▶ WHAT THE TASK REQUIRES: The reply should consist of one number, the count of lines below in which the word "Pampa" appears.

··· RECORDED DATA ···

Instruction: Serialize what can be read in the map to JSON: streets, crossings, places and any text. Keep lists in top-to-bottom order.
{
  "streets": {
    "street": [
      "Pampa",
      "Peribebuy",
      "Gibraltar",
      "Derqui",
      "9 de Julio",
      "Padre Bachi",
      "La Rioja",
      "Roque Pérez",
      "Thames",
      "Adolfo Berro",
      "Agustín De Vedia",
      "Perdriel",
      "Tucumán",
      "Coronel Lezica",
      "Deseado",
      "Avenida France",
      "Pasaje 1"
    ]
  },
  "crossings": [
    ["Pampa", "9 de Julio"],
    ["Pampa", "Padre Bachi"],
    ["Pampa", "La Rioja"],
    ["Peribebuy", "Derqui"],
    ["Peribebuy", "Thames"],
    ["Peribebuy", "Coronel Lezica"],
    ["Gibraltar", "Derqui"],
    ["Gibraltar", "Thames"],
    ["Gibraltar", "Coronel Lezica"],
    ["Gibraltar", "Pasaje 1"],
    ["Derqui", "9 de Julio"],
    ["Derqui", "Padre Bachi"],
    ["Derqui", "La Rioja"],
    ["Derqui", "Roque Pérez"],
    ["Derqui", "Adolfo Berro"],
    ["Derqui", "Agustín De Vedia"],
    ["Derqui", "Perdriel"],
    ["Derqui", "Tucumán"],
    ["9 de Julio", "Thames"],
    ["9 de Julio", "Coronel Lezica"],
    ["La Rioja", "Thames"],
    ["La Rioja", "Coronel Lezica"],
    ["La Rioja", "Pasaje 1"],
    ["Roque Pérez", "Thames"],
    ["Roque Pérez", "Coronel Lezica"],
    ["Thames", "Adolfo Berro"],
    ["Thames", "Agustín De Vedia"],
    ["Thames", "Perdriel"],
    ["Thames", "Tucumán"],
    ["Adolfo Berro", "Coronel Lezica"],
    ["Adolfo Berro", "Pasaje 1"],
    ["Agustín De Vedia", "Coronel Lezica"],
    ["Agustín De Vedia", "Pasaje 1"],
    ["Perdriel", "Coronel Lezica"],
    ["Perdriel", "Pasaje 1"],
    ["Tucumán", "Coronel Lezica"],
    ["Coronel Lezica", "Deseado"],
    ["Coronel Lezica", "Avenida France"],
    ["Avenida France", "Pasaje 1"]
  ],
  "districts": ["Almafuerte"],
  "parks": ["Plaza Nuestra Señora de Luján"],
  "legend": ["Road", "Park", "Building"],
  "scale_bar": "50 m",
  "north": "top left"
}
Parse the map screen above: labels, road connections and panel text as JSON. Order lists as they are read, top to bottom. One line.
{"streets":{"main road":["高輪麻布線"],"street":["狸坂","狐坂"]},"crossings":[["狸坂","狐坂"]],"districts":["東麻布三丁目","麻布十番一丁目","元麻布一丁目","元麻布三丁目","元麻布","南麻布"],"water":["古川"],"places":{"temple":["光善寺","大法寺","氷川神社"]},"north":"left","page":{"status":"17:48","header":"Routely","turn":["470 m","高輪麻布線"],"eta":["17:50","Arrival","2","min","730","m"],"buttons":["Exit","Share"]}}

···

▶ TASK SOLUTION: 4